* _Problem requirements_
Beginning at the top of the data below, restate every line word for word until the line containing "path.moveTo(r[0], r[1]);" has been included, and omit the pictures.

* _Records supplied_
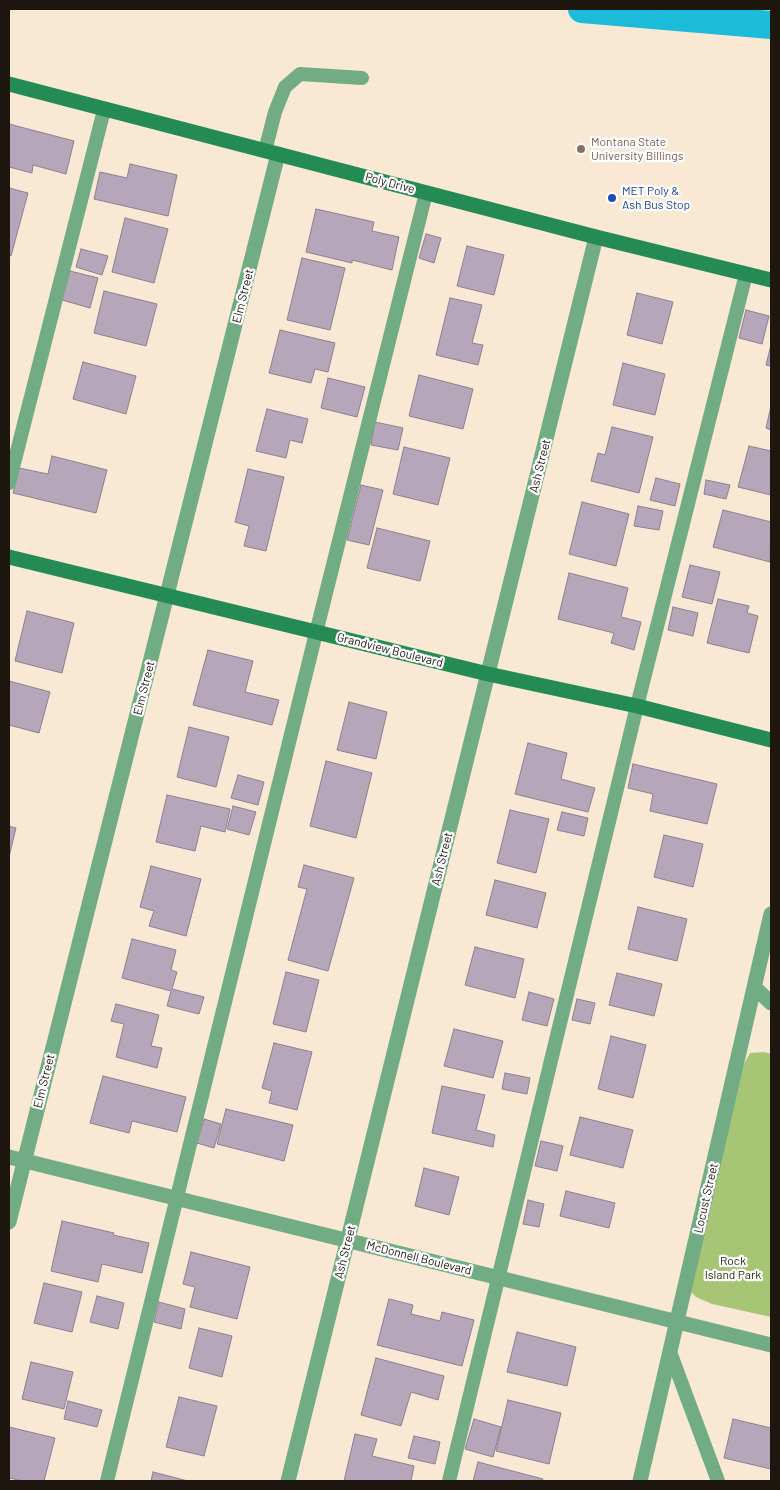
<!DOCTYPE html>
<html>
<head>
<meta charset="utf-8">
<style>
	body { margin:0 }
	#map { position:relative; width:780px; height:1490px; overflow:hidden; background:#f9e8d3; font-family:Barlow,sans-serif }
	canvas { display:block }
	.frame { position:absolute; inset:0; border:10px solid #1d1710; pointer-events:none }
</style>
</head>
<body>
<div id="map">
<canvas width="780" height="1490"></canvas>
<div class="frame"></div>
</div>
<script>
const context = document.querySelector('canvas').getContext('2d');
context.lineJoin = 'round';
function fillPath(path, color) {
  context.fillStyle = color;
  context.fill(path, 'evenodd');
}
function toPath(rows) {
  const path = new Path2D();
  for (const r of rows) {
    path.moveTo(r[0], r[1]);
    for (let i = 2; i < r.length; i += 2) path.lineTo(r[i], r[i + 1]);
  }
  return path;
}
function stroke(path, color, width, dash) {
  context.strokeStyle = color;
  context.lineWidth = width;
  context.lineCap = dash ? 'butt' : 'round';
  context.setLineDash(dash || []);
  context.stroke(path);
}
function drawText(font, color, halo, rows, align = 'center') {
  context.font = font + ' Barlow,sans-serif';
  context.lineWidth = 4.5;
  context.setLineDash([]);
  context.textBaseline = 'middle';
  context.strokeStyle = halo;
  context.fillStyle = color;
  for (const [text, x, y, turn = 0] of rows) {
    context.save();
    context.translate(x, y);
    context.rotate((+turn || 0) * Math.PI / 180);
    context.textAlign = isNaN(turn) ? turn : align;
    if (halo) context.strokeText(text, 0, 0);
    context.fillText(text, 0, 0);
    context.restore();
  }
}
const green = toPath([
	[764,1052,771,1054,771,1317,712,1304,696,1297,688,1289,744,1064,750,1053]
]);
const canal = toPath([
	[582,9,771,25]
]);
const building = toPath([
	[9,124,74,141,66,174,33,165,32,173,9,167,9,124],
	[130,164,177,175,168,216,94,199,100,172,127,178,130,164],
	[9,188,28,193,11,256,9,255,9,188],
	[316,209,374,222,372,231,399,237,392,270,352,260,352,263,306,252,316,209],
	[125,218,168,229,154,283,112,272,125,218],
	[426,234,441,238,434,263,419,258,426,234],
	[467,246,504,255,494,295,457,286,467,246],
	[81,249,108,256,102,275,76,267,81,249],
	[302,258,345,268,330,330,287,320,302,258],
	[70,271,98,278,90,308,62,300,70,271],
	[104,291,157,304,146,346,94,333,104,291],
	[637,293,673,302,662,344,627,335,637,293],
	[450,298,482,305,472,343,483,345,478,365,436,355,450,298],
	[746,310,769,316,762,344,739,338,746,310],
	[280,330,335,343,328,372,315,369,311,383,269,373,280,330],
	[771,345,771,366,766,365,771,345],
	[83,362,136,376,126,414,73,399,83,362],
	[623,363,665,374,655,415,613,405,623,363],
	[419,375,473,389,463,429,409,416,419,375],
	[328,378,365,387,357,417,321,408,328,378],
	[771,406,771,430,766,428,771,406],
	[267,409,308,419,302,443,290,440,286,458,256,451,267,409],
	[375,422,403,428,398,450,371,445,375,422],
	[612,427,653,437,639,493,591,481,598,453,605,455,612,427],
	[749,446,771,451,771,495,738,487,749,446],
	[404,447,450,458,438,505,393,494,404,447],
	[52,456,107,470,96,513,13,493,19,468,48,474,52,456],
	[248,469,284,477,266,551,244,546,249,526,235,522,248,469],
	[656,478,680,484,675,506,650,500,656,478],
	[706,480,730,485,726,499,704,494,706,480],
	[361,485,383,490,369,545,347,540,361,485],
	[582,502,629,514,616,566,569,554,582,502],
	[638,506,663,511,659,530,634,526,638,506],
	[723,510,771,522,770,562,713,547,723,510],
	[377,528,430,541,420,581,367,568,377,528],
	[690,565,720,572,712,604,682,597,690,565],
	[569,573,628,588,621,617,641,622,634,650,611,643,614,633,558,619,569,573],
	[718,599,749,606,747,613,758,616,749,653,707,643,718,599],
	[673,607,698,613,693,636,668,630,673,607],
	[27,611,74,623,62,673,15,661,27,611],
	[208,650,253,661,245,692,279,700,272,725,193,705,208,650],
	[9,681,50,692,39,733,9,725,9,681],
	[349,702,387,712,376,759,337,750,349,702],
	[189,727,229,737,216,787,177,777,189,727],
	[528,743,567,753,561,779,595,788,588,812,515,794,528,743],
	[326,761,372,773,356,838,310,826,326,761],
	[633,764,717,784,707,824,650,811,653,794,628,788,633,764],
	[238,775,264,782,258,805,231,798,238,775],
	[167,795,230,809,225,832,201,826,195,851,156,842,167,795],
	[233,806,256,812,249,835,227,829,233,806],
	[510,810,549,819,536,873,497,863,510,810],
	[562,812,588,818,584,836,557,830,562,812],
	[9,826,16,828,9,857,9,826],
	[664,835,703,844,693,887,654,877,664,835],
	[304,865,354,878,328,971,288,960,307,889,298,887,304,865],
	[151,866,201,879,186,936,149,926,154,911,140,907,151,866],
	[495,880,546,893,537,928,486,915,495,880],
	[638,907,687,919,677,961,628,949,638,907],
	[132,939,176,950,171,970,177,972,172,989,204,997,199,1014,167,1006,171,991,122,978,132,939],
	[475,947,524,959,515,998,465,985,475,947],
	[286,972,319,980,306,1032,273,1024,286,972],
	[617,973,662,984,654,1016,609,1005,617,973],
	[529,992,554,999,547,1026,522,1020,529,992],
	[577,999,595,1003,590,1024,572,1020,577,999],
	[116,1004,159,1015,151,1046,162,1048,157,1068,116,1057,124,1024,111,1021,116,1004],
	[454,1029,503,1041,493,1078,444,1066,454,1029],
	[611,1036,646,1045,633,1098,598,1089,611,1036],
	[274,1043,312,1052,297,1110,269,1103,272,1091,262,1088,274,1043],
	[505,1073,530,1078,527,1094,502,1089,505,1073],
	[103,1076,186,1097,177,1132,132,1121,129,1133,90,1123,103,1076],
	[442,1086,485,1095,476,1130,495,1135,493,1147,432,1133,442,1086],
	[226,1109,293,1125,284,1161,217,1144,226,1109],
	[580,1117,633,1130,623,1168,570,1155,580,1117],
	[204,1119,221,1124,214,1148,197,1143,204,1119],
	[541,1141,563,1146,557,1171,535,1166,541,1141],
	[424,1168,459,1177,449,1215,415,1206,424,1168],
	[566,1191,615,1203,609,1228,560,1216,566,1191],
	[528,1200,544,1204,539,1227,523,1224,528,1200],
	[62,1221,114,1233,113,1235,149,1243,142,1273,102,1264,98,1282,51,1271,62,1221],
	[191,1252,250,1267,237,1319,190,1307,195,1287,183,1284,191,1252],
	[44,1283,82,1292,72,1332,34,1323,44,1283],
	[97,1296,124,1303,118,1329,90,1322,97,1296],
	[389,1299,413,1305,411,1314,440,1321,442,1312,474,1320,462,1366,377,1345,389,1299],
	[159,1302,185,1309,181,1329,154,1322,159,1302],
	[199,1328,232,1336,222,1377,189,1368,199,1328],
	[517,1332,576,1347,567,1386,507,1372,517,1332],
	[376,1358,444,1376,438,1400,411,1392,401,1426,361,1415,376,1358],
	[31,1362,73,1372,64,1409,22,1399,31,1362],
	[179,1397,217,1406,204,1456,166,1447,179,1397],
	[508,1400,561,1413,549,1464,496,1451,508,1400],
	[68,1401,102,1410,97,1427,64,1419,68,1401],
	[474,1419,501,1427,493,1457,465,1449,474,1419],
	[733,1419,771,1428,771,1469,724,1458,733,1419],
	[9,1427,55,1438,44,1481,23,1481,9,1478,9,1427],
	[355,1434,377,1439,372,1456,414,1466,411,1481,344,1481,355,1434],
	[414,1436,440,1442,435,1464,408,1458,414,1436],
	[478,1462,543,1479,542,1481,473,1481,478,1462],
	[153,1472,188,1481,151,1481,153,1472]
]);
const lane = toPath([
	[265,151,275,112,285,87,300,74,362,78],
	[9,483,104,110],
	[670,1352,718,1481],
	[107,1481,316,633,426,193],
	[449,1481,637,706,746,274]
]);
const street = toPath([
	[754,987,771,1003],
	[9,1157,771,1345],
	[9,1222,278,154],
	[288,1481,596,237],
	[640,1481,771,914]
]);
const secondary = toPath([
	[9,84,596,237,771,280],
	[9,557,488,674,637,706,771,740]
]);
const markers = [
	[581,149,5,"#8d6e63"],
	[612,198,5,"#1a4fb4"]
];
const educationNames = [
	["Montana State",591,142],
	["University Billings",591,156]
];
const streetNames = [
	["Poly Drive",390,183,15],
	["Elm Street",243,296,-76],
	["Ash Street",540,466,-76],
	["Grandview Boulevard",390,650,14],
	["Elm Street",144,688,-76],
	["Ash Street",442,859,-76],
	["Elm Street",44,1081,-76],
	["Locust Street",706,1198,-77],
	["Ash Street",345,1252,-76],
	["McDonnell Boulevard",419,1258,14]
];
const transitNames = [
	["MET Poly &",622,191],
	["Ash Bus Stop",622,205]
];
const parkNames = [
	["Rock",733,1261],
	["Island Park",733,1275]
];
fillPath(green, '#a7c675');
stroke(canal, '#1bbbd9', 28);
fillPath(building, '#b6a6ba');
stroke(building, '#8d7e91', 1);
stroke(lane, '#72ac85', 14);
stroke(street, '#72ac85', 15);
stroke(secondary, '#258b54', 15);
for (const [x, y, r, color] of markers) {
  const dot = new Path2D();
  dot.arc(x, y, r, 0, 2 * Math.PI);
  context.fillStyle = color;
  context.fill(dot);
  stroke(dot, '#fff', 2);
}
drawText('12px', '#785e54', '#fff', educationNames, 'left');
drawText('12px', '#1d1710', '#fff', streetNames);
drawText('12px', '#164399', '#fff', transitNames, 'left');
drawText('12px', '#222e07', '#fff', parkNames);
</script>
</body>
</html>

* _Solution to the problem_
<!DOCTYPE html>
<html>
<head>
<meta charset="utf-8">
<style>
	body { margin:0 }
	#map { position:relative; width:780px; height:1490px; overflow:hidden; background:#f9e8d3; font-family:Barlow,sans-serif }
	canvas { display:block }
	.frame { position:absolute; inset:0; border:10px solid #1d1710; pointer-events:none }
</style>
</head>
<body>
<div id="map">
<canvas width="780" height="1490"></canvas>
<div class="frame"></div>
</div>
<script>
const context = document.querySelector('canvas').getContext('2d');
context.lineJoin = 'round';
function fillPath(path, color) {
  context.fillStyle = color;
  context.fill(path, 'evenodd');
}
function toPath(rows) {
  const path = new Path2D();
  for (const r of rows) {
    path.moveTo(r[0], r[1]);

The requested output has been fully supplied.